Few can say when the dollar will turn, as the inflation-fighting Fed is expected
to raise interest rates more aggressively than other central banks, boosting the
U.S. currency’s appeal to yield-seeking investors.
Still, some are betting that signs of a peak in the dollar’s rally could balance
out some of the damage caused by the burgeoning greenback.
Dollar peaks over the past 40 years have been followed by rallies in the S&P
500, with the benchmark index climbing by an average of 10% in the next 12
months on increased risk appetite and expectations of improving earnings, wrote
John Lynch, chief investment officer for Comerica Wealth Management.
Jim Paulsen, chief investment strategist at The Leuthold Group, said the dollar
is trading at a nearly 120% “safe-haven premium” based on its historical
relationship to the consumer sentiment index.

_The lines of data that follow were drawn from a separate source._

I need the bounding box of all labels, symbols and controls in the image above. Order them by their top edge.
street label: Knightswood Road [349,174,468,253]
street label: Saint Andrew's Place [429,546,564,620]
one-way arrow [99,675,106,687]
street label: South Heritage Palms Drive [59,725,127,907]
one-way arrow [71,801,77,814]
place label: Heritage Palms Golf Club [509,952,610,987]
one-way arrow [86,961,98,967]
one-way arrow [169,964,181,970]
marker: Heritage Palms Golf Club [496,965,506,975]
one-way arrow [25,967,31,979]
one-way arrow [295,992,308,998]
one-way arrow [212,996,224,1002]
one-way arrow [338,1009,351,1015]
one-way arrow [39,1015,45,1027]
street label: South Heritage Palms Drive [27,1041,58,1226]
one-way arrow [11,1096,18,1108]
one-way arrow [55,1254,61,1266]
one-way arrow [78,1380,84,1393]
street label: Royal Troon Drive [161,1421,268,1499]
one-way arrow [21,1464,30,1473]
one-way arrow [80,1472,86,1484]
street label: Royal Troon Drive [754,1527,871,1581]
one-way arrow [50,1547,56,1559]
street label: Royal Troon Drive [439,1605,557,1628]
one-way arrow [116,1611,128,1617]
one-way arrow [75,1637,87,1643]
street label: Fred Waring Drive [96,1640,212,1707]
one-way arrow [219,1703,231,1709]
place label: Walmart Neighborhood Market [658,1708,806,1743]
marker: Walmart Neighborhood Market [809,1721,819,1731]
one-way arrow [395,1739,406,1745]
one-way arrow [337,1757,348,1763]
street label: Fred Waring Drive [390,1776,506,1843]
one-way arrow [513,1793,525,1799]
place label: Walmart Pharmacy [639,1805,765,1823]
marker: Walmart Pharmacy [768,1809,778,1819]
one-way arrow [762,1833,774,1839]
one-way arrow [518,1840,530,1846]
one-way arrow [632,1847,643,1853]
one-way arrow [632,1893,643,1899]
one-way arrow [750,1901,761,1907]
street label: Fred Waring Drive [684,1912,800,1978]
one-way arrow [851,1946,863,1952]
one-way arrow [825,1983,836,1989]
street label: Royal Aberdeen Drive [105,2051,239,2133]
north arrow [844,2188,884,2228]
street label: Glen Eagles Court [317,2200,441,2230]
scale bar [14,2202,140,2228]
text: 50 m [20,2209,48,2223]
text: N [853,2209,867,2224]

The dollar has declined by an average 4.5% over 12 months each time its premium
rose over 20% since 1988, he added.
Others are looking at the bright side of dollar strength, which some see
reflects the belief that the United States can weather a looming global slowdown
better than other countries.
Sameer Samana, senior global market strategist at Wells Fargo Investment
Institute, has been increasing his overweight in U.S. equities, betting that any
the effects of a strong dollar will be outweighed by better economic growth over
the long run.
"We think investors get too focused on the dollar's impact on earnings," he
said.
(Reporting by David Randall; Additional reporting by Sinead Carew; Editing by
Ira Iosebashvili and Jonathan Oatis)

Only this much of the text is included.